I use the pronoun ‘we’ in most places, because I am a parent like you. Besides, as I try to share my thoughts with you, I learn. In some places I use the term ‘parents’, the category to which we belong. I like anecdotes and quotations, particularly when they strengthen the point I am trying to make. When I attended university, I read words that were credited to Sir Isaac Newton, which made an impression on my young mind. After more than 50 years the impact of his words has not weakened: “If I have seen further it is only by standing on the shoulders of giants”. That was a life-time lesson for me. Since then I have relied on the words of giants and stories of them (and even common folk), to reinforce the points I try to make. That is why you will find many quotations and anecdotes in this book. I hope you enjoy reading them. Some of the anecdotes have been adapted from a book on daily meditations titled, God Here and Now, by Hedwig Lewis, SJ. Some incidents reported in local papers are included; a few from international publications as well; a few are borrowed from the internet. Where I could connect, I have given the source of the story and the quotation. It is likely that some of you have read a few of these stories and quotations before. My hope is that one more reading will not spoil your day. I have also included a few snippets from my sons. Please keep a pencil or pen handy, to mark points or passages you would want to revisit.

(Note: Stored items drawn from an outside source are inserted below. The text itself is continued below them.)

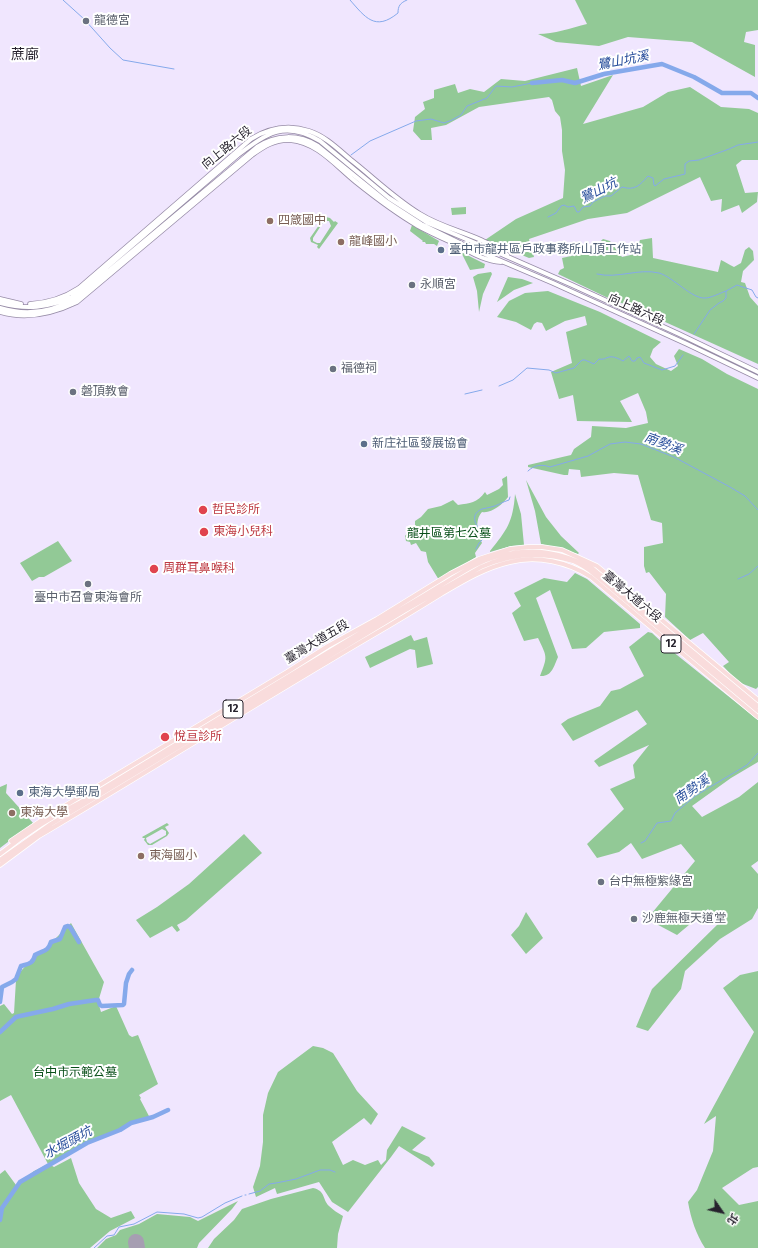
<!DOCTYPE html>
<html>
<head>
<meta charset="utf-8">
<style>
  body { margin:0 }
  #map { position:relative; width:758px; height:1248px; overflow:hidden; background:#f0e6fe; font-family:"Fira Sans","Noto Sans TC",sans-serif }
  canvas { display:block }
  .north { position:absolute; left:702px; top:1192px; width:40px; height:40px; -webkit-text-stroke:3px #fff; paint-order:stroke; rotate:124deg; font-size:11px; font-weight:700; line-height:16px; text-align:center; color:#26222d }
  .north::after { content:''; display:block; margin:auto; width:14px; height:18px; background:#26222d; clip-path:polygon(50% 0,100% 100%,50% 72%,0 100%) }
</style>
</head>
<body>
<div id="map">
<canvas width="758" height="1248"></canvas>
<div class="north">北</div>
</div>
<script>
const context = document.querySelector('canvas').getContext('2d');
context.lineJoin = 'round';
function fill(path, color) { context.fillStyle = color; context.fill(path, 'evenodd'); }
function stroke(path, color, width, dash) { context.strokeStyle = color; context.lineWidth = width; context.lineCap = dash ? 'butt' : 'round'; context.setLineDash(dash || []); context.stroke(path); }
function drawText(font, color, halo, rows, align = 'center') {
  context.font = font + ' "Fira Sans","Noto Sans TC",sans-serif'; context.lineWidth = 4; context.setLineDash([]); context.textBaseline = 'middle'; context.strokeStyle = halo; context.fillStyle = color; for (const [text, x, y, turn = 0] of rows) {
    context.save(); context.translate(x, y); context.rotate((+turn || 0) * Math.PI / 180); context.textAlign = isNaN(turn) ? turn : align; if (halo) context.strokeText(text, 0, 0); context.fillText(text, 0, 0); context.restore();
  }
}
const green = new Path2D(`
  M575 0H758V30L746 32 744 42 755 45V77L692 42 628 37 599 46 556 42 538 34C554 34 571 28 587 24Z
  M577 68 581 86 613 75 583 124 643 107 668 92 690 87 721 107 749 109 758 113V160H742L736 165 745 193 758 192 757 202 742 213 739 205 721 212 722 199 711 201 700 177 627 213 588 219 529 239 534 257 529 258 485 240 516 219 563 198 565 170 562 151V130L560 117 555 111 552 100 549 97 479 107 446 125 431 128 432 140H421L413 131 415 117 425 109 423 102 434 98V90L455 84 458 93 470 89 484 92 501 79 525 81Z
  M466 207V214L452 215 451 208Z
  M326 217 330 218 334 222 335 221 338 223 319 249 317 247 318 245 311 242 310 238 324 218ZM324 221H329L331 226 320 243H317L313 241V238Z
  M412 225 439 241 437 246 434 244H426L425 242H422L423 241 410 231Z
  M652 238 653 258 718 272 721 260C726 262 729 265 734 267L741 263 745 250 749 247 753 251 754 260 743 271 741 282 745 283 750 297 758 306V364L632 307 608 298 558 274 560 270 564 268 562 258 589 252 603 239 610 241 622 257 635 254 640 240Z
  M461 252 485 264 484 268 470 270Z
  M491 272 492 274 483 294 479 312 477 291 473 277 478 274Z
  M508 277 522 279 533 283 514 290 497 302Z
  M548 291 600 312 661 342 653 349 650 357 656 364 671 371 678 366 674 356 679 349 702 359 727 374 758 389V687L756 689 738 682 723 666 729 662 703 633 690 640 665 617 666 594 649 572 646 573 644 566V547L663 543 662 523 651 520 638 475 614 473 581 477 580 470 569 469 568 475H564L528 467V465L571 455 574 449 591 437 592 426 626 428 648 423 646 412 638 393 620 401 632 422 577 421 573 395 559 399 551 372 572 363 566 332 587 325 585 316 565 321 546 331 542 323 537 322 534 324 531 330 516 322 497 317 509 301 525 293Z
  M507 476 508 497C503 504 491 514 482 512 474 521 478 533 482 543L475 553 476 557 439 580 428 562 426 552 421 551 416 543 411 545 410 542 406 541 405 536 409 531 415 528V521L421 517 428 509 441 506 453 500 458 505C470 503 477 503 485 492L487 495 499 489 503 485 502 479Z
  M526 480 546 517 561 536 579 553 578 554 541 544 535 511Z
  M515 494 521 514 524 545 511 546 490 552V551C507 530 513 522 515 494Z
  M58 541 72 561 44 577H39L32 581 20 563Z
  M575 573 587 579 640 624V628L604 632 586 648 572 649 550 590 536 598 558 657C554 666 552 677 540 676 548 656 547 657 538 638L524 641 512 613 521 606 514 593 544 578 567 582Z
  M648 632 652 633 667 647 758 720V762L731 778 692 806 702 817 739 797 758 782V861L751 866 758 874V908L752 919 720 939 685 971 681 989 648 1031 636 1027 652 989 720 922 708 909 677 935 647 919 695 861 681 844 642 859 631 843 619 852 597 858 587 844 624 809 610 789 635 778 633 765 649 745 599 767 594 761 647 724 637 710 573 741 561 724 568 719 600 706 611 691 620 689 644 676 629 647Z
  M411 635 414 641 427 637 433 664 417 668 415 650 410 649 370 668 365 657Z
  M7 784 6 793 33 823 0 848V787Z
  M167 823 169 825 165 827 169 833 167 836 152 845H148L144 840 145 838H143L142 837ZM162 829 166 831V835L150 844 147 842 146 838Z
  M244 834 262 853 186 920 177 925 180 930 177 932 172 926 150 938 136 920 157 907 189 884Z
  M526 912 543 938 526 954 511 935 519 926Z
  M71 923 104 982 98 1002 101 1012 116 1006 129 1035 132 1037 138 1035 158 1084 139 1095 141 1098 140 1099 150 1118 131 1122 120 1129 101 1136 49 1164 54 1167 71 1158 79 1183 96 1209 111 1218 131 1211 135 1218 110 1231 90 1248H0V1174L5 1170 16 1185 34 1171 48 1164 11 1095 0 1101V1006L4 1004 12 1014 14 1013 16 980 21 971 29 962 46 948Z
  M758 971V1167L753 1168 722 1188 739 1205 758 1201V1248H705C696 1234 691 1219 688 1202L697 1190 713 1151 716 1116 704 1124 754 1032 723 988 740 975Z
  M313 1046 323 1048 333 1053 357 1091 378 1114 371 1125 364 1118 332 1142 343 1165 353 1160 365 1165 378 1160 381 1165 386 1160 387 1150 402 1126 426 1138 412 1150 429 1157 435 1164 432 1167 399 1146 391 1157 348 1212 332 1202 319 1182 277 1194 275 1188 256 1197 253 1187 260 1166 263 1142V1115L268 1093 278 1072Z
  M313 1188C326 1191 322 1199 329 1206 333 1210 338 1213 343 1216L338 1234 337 1248H208L214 1239 234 1220 242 1209 271 1199Z
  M238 1201 232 1209 199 1243 197 1248H97L106 1239 116 1235 120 1230 139 1224 157 1214 190 1217 198 1221Z`);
const stream = new Path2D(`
  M63 0 84 19 110 48 123 60 174 69
  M350 0C365 17 375 32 398 13 398 6 400 3 407 0
  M351 155 370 141 416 121 431 119 444 123 452 120 461 115 467 106 487 98 496 86 512 87 532 83
  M548 217 556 213 561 206 564 205 568 207 574 206 577 212H579L583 207 590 206 593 202 605 196H611L622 187C635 191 640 185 648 176L653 178 654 185 655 186 664 179 685 174V164L689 161 699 160 729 149 738 145 758 142
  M597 274C618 279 638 268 659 273 673 277 692 299 705 298 711 298 720 293 726 291
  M694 334 710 310 719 303 723 301 726 298V291L737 285 752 290 756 297 758 298
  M499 386 513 380 527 368 549 370 556 373 574 368 582 360H585L594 364 599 359C604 360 605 358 609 357 614 356 619 359 623 361L629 356 632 361H635L637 358 640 357 644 363 662 370 675 366 683 355
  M465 394 482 390
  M528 471C534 465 542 464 550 467L588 456 610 444 625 442 641 444 674 457 730 487 745 496 758 510
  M476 549 479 543 483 539V534C477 527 468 515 482 509 485 508 488 508 491 507 497 506 502 502 509 500L510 497
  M738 579 749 574 758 566
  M641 843 645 841 657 823 671 821 675 813 695 796 747 765 758 753
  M249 1194 260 1191 269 1184 276 1183 296 1179 320 1170H330L335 1172
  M245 1195H246
  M94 1248 107 1236 114 1235 119 1227 134 1224 157 1212 184 1214 198 1218 202 1217 225 1203 242 1196`);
const river = new Path2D(`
  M532 83 562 80 575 83 604 74 662 64 694 77 722 93H751L758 98
  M0 1002 2 987 12 982 16 979 21 966C28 964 33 964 35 955 43 950 48 952 51 942L60 939 65 927 68 926 70 927 79 942
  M0 1032 16 1017 20 1016 53 1009 69 1004 96 1000H98L100 1005 102 1006 123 1005 124 1004 126 983 129 974 132 970
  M0 1220 2 1208 20 1182 87 1143 120 1130 131 1123 153 1117 168 1110`);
const runway = new Path2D(`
  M136 1242 137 1248`);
const secondary = new Path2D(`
  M0 299 21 304
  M0 303C26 310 48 308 72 297L238 155C267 133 285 120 320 141L389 198 428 223 499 253 572 285 679 334 758 372
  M30 304C48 303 64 298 79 288L251 139C269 128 288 124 309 131 325 136 338 149 351 160 374 178 395 199 420 214 439 226 461 231 481 240 491 245 500 248 507 255
  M0 308C26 316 52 312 75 299L257 147C276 134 299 134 318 146L387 202 421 224 466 246 553 283 687 344 758 378
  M0 312C27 320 52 314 77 302L252 155C263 147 275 139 290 140 317 142 336 166 356 182 376 198 396 213 418 226 429 232 440 237 451 242 468 250 482 261 501 262`);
const primary = new Path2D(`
  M11 841 48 816 287 672 328 646 377 619 450 574 479 559 510 549 528 547H542L562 550 597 566 758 700
  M0 854C25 834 52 816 81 802 176 744 271 687 365 630 389 616 414 602 438 587 457 576 477 561 499 556 534 547 561 552 592 568L758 706
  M0 860 51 824 404 611 481 567C510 554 542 551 573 561 580 564 588 569 594 574L758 711
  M0 865 39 836C149 771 257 703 368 638 392 624 417 609 441 594 463 581 484 568 510 562 537 555 568 562 591 577L758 717`);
const markers = [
  [86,21,4,"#6b7280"],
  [270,221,4,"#8d6e63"],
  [341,242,4,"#8d6e63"],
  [441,250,4,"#5c6f8a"],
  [412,285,4,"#6b7280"],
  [333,369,4,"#6b7280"],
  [73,392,4,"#6b7280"],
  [364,444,4,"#5c6f8a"],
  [203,510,5,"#e0444e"],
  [204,532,5,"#e0444e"],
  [154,569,5,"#e0444e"],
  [88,584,4,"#6b7280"],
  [165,737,5,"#e0444e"],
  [20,793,4,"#5c6f8a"],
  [12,813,4,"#8d6e63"],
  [141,856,4,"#8d6e63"],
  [601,882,4,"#6b7280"],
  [634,919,4,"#6b7280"]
];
const shields = [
  [671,644,20],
  [233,709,20]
];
const shieldNames = [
  ["12",671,644],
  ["12",233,709]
];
const worshipNames = [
  ["龍德宮",94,21],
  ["永順宮",420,285],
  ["福德祠",341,369],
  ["磐頂教會",81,392],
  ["臺中市召會東海會所",88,598,"center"],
  ["台中無極紫緣宮",609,882],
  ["沙鹿無極天道堂",642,919]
];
const streetNames = [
  ["向上路六段",227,148,-39],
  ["向上路六段",636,310,24],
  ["臺灣大道六段",632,597,40],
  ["臺灣大道五段",317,642,-31]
];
const educationNames = [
  ["四箴國中",278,221],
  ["龍峰國小",349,242],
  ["東海大學",20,813],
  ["東海國小",149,856]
];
const serviceNames = [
  ["臺中市龍井區戶政事務所山頂工作站",449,250],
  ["新庄社區發展協會",372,444],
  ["東海大學郵局",28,793]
];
const healthNames = [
  ["哲民診所",212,510],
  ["東海小兒科",213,532],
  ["周群耳鼻喉科",163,569],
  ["悅亘診所",174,737]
];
const parkNames = [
  ["龍井區第七公墓",449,534],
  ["台中市示範公墓",75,1073]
];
const waterNames = [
  ["鷺山坑溪",623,61,-11],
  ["鷺山坑",599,191,-27],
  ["南勢溪",663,444,21],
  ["南勢溪",692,790,-35],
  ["水堀頭坑",68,1143,-28]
];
const quarterNames = [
  ["蔗廍",25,55]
];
fill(green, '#92c996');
stroke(stream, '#85a9eb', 1);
stroke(river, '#85a9eb', 4.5);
stroke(runway, '#a69eb2', 16);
stroke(secondary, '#978ca7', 5.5);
stroke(primary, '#fff', 5.5);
stroke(secondary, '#fff', 4);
stroke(primary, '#f9dcdc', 4);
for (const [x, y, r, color] of markers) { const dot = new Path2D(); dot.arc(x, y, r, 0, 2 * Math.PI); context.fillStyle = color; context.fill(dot); stroke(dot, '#fff', 1.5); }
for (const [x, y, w] of shields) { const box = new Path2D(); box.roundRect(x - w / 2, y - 9, w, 18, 3); context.fillStyle = '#fff'; context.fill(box); stroke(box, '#26222d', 1); }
drawText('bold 11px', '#26222d', null, shieldNames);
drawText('12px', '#5b616d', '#fff', worshipNames, 'left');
drawText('12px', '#26222d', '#fff', streetNames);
drawText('12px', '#785e54', '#fff', educationNames, 'left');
drawText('12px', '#4e5e75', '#fff', serviceNames, 'left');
drawText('12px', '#be3a42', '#fff', healthNames, 'left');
drawText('12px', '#094f19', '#fff', parkNames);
drawText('italic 13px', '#274d9b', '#fff', waterNames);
drawText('14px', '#26222d', '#fff', quarterNames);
</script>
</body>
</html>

When writing this book, Mabel was an enormous help to me. She scanned the book at every stage. Good at proof-reading, she checked for errors in sentence construction and punctuation. All my children were equally involved, ploughing through every line to plant helpful suggestions which would give the book a harvest-ready appearance. Ivan, my third son, designed the front cover and wrote the back cover text. You are right – it has the makings of a family project.

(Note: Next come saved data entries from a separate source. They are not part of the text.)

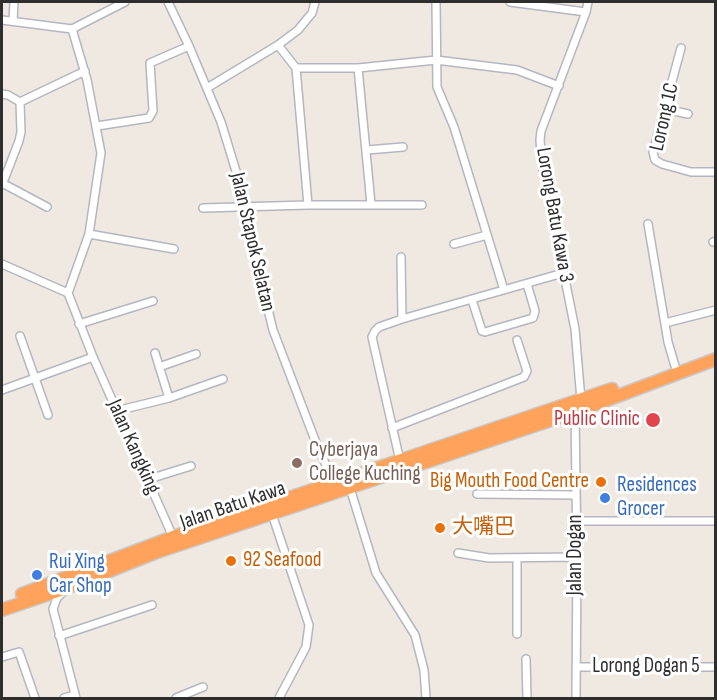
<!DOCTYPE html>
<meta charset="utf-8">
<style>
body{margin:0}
#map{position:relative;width:717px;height:700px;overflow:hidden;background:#efe9e1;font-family:"Sofia Sans Condensed",sans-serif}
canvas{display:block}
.frame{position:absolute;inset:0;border:3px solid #2e2e2e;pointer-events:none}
</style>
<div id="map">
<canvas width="717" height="700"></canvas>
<div class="frame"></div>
</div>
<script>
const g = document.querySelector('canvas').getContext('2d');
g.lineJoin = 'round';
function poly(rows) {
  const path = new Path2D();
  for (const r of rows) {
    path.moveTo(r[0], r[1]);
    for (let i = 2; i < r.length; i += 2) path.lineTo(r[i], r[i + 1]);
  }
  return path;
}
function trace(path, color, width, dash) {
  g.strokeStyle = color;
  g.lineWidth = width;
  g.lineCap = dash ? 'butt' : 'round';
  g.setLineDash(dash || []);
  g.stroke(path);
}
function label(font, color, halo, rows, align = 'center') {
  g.font = font + ' "Sofia Sans Condensed","Noto Sans SC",sans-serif';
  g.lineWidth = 6;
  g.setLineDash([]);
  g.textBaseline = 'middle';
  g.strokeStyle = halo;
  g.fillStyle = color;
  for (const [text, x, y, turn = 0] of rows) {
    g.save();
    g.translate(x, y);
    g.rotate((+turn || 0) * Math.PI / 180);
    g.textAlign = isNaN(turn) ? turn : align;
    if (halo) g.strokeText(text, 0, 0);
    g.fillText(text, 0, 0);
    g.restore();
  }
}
const street = poly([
 [168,2,189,46,221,122,247,207,255,256,273,330,318,448,334,482],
 [436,2,437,87,454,127,504,290],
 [510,2,586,12],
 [2,20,72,29],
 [13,21,14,2],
 [72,29,87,80,101,153,89,234,68,293,93,357,173,537],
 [72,29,125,2],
 [278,45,296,68,358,68,436,60,517,70,559,86],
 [681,48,653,152,655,160,662,164,691,172,716,172],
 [296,68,308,205],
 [358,68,371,204],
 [207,88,278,45,298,30,312,13,315,2],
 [2,94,8,95,20,102],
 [20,102,85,71],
 [665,109,688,114],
 [97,126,149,118,153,111,150,63,189,46],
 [367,150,403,147],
 [2,183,47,207],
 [2,185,19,141,21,132,20,102],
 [203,208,308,205,422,205],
 [648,224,668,342,675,366],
 [89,234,174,249],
 [713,242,716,241],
 [454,244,487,235],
 [401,257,402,319],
 [2,264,68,293],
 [472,300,482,331,485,332,533,318,535,311,527,284],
 [665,323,716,310],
 [79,324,153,301],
 [20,336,48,415],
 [155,353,169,398],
 [159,367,196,354],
 [2,390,93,357],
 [581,400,575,329,542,165,540,140,541,131,586,12,588,2],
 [116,411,169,398,223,379],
 [575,412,577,557,576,698],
 [392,428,524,377,527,371,517,340],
 [400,461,372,337,375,331,379,327,402,319,563,273],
 [149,479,191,466],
 [350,488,376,573,415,635,424,670,426,698],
 [477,494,576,495],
 [272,514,309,625,306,647,279,698],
 [577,521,716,521],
 [458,553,489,558,577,557],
 [64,591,57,598,53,609,76,698],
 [517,634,517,559],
 [59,636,152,605],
 [2,657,19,652,35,698],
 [526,659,527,698],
 [576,667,716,667],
 [64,698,75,695],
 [176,698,203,687]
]);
const highway = poly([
 [22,594,173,537,612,389],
 [2,610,69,587,157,552,575,412,716,359]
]);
trace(street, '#b4b7c1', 10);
trace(highway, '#c9c9c9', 15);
trace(street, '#fff', 7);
trace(highway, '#ffa35c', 12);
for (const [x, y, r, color] of [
 [653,420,8,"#e0444e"],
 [297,463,6,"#8d6e63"],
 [601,482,6,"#e8710a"],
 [605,498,6,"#3f7fe0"],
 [440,528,6,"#e8710a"],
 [231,561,6,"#e8710a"],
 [37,575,6,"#3f7fe0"]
]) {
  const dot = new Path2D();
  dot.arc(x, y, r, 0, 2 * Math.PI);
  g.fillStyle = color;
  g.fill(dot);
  trace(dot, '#fff', 2);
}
label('21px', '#2e2e2e', '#fff', [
 ["Lorong 1C",665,117,-77],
 ["Lorong Batu Kawa 3",554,215,80],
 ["Jalan Stapok Selatan",252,242,77],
 ["Jalan Kangking",133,447,66],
 ["Jalan Batu Kawa",233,506,-19],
 ["Jalan Dogan",576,555,-90],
 ["Lorong Dogan 5",646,667]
]);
label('21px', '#be3a42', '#fff', [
 ["Public Clinic",640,420]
], 'right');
label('21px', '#785e54', '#fff', [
 ["Cyberjaya",309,451],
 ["College Kuching",309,475]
], 'left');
label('21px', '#c56008', '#fff', [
 ["Big Mouth Food Centre",589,482,"right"],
 ["大嘴巴",452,528],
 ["92 Seafood",243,561]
], 'left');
label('21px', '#366cbe', '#fff', [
 ["Residences",617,486],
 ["Grocer",617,510],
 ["Rui Xing",49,563],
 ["Car Shop",49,587]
], 'left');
</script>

I thank Joe Antony SJ, for persuading me to write a series of articles on parenting for his magazine, The New Leader. That set the process going – the articles, the blog and the book. I am grateful to renowned author Theresa Cheung for taking time off to read the manuscript and endorse the book. Her opinion means a lot to me. I thank Ms Kritika Srinivasan, Editor, ParentEdge, Singapore, for reading the book and sharing her insights in the Foreword. I kneel in thanksgiving to God for blessing me as a parent, for the great family He gave me and, for the opportunity to write this book.
God bless you and your family. I hope you enjoy your parenting journey and invest in your children to make them your finest achievement.